Recorded data
----

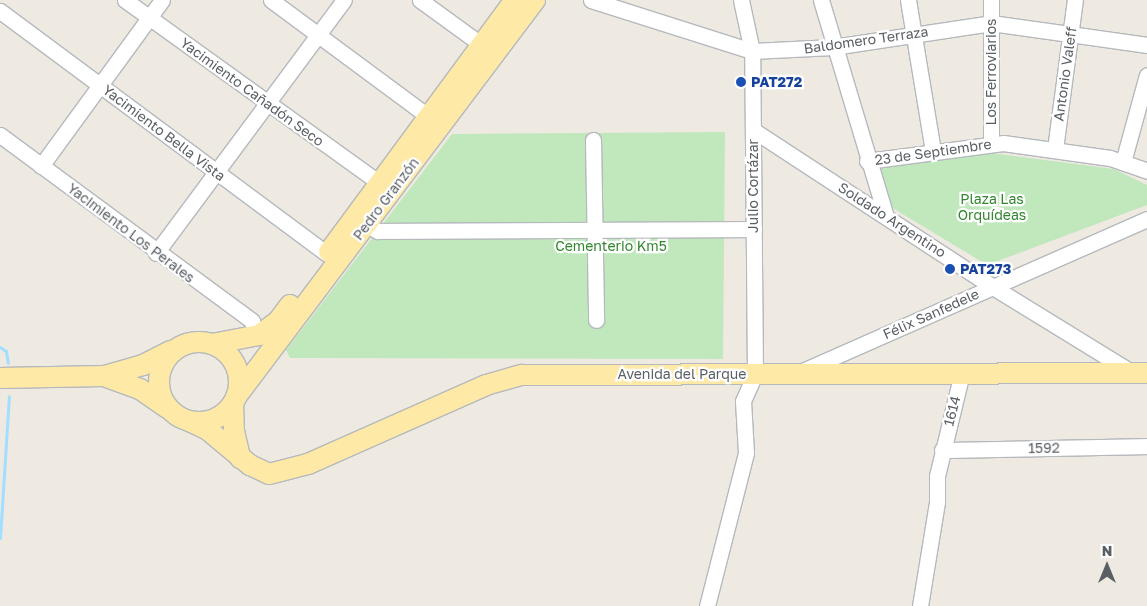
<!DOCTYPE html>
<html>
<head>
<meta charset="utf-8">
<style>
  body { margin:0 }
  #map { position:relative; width:1147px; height:606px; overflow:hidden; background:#eeeae2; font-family:"Golos Text",sans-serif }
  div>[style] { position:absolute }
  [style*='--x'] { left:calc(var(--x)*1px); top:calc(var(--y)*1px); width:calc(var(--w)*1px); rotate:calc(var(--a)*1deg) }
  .green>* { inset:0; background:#c0e8bc }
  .stream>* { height:3px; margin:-1.5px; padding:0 1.5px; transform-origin:1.5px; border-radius:1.5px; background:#a1deff }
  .roads { filter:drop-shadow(1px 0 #b5b9bd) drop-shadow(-1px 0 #b5b9bd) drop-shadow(0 1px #b5b9bd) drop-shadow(0 -1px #b5b9bd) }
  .minor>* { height:15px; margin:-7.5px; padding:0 7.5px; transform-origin:7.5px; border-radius:7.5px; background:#fff }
  .major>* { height:20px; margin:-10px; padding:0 10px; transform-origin:10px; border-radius:10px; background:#ffe9a6 }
  .major>.ring { margin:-10px; padding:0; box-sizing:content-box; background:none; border:20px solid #ffe9a6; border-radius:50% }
  .dots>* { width:14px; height:14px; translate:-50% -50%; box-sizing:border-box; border:2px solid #fff; border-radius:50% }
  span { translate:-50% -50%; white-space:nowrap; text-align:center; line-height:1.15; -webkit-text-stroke:4.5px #fff; paint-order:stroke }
  .street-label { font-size:14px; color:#5a5f64 }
  .transit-label { font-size:14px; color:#164399; font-weight:700 }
  .left { translate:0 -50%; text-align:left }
  .park-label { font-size:14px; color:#32862e }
  .north { position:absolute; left:1082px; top:541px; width:50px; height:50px; -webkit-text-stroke:4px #fff; paint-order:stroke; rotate:0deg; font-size:14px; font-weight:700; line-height:20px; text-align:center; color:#5a5f64 }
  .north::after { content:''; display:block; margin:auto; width:18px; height:22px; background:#5a5f64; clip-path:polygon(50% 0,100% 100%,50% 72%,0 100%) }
</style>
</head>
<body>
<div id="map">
  <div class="green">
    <div style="clip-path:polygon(725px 132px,723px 359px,290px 358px,286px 350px,452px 134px)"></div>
    <div style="clip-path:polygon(991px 153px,1114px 169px,1147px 185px,1147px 205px,987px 265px,891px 207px,880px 168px)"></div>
  </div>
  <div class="stream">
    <div style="--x:0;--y:347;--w:7;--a:34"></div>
    <div style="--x:6;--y:351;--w:12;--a:81"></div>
    <div style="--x:0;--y:538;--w:142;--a:-86.4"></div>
  </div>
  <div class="roads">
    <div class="minor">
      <div style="--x:125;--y:0;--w:314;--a:35.7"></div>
      <div style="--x:271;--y:0;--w:197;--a:36.5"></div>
      <div style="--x:420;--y:0;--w:77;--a:36"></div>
      <div style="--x:591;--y:0;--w:169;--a:17.6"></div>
      <div style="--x:752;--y:51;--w:81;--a:-2.8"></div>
      <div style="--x:833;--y:47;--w:160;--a:-8.6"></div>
      <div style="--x:991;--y:23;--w:158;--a:8"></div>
      <div style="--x:821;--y:0;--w:223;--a:73.3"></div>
      <div style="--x:908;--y:0;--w:153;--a:80.6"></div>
      <div style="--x:0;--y:11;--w:407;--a:36.6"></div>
      <div style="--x:753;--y:130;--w:287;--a:33.2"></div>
      <div style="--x:993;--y:287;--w:164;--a:31.6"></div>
      <div style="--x:0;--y:135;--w:313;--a:36.4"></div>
      <div style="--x:252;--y:321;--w:16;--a:75"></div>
      <div style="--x:593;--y:140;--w:180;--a:89"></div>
      <div style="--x:991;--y:143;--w:143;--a:-90"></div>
      <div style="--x:1055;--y:149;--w:150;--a:-82.4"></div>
      <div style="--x:867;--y:161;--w:137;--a:-7.5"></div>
      <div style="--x:1003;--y:143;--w:108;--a:8"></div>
      <div style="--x:1110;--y:158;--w:39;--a:19"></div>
      <div style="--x:1123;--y:162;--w:90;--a:-74.6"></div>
      <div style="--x:41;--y:166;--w:205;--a:-53.9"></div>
      <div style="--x:358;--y:220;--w:23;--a:29"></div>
      <div style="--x:378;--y:231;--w:376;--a:-0.3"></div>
      <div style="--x:156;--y:253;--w:315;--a:-53.4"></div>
      <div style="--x:800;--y:372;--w:379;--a:-23.8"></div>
      <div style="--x:942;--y:450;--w:205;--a:-1.1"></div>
      <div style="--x:707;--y:606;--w:158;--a:-75.7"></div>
      <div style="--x:746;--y:453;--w:52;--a:-93.3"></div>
      <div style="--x:743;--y:401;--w:30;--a:-66"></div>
      <div style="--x:755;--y:374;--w:323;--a:-90.5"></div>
      <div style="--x:752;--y:51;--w:52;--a:-102.2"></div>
      <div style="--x:920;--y:606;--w:105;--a:-80.7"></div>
      <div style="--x:937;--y:502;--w:26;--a:-90"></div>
      <div style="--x:937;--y:476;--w:106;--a:-76.4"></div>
    </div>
    <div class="major">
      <div style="--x:329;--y:252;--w:313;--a:-53.6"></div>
      <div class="ring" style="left:159px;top:342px;width:60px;height:60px"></div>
      <div style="--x:212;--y:344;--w:48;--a:-10.8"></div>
      <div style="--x:259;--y:335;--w:24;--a:-36"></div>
      <div style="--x:278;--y:321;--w:20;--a:-53"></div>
      <div style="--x:104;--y:376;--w:38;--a:20"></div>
      <div style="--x:140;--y:389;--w:33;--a:35"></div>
      <div style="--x:0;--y:378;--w:104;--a:-1.1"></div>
      <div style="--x:104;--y:376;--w:41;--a:-15.8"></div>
      <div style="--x:143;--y:365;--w:31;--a:-27"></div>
      <div style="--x:236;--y:397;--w:497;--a:-53"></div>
      <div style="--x:233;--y:403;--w:28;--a:88"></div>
      <div style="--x:234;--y:431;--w:28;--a:77"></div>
      <div style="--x:189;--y:421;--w:21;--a:25"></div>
      <div style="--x:208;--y:430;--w:55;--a:39.8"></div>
      <div style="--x:250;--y:465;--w:21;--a:25"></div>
      <div style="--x:269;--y:474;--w:40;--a:-14.4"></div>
      <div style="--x:308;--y:464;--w:195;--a:-23.9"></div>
      <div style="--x:486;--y:385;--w:37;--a:-16"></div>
      <div style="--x:522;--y:375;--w:625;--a:-0.18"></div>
    </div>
  </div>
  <div class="dots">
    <div style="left:741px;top:82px;background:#1a4fb4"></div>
    <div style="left:950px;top:269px;background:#1a4fb4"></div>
  </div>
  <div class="street-label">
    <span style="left:866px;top:40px;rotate:-8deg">Baldomero Terraza</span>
    <span style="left:991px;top:72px;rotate:-90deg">Los Ferroviarios</span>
    <span style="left:1065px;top:74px;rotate:-82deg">Antonio Valeff</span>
    <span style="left:252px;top:92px;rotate:36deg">Yacimiento Cañadón Seco</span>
    <span style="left:164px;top:133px;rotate:37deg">Yacimiento Bella Vista</span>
    <span style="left:933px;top:152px;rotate:-8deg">23 de Septiembre</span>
    <span style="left:753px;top:186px;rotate:-90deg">Julio Cortázar</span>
    <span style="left:386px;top:199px;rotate:-53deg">Pedro Granzón</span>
    <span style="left:892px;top:220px;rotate:33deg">Soldado Argentino</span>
    <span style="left:131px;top:233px;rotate:37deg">Yacimiento Los Perales</span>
    <span style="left:931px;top:314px;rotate:-24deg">Félix Sanfedele</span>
    <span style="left:682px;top:374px">Avenida del Parque</span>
    <span style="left:952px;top:411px;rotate:-76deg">1614</span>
    <span style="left:1044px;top:448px;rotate:-1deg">1592</span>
  </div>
  <div class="transit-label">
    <span class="left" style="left:751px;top:82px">PAT272</span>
    <span class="left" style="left:960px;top:269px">PAT273</span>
  </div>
  <div class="park-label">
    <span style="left:992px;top:207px">Plaza Las<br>Orquídeas</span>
    <span style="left:611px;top:246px">Cementerio Km5</span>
  </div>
  <div class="north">N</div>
</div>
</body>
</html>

----

#### PROBLEM TO SOLVE
Nothing but a number is asked for: how many lines of the records contain the word "stream"?

#### ANSWER BELOW
2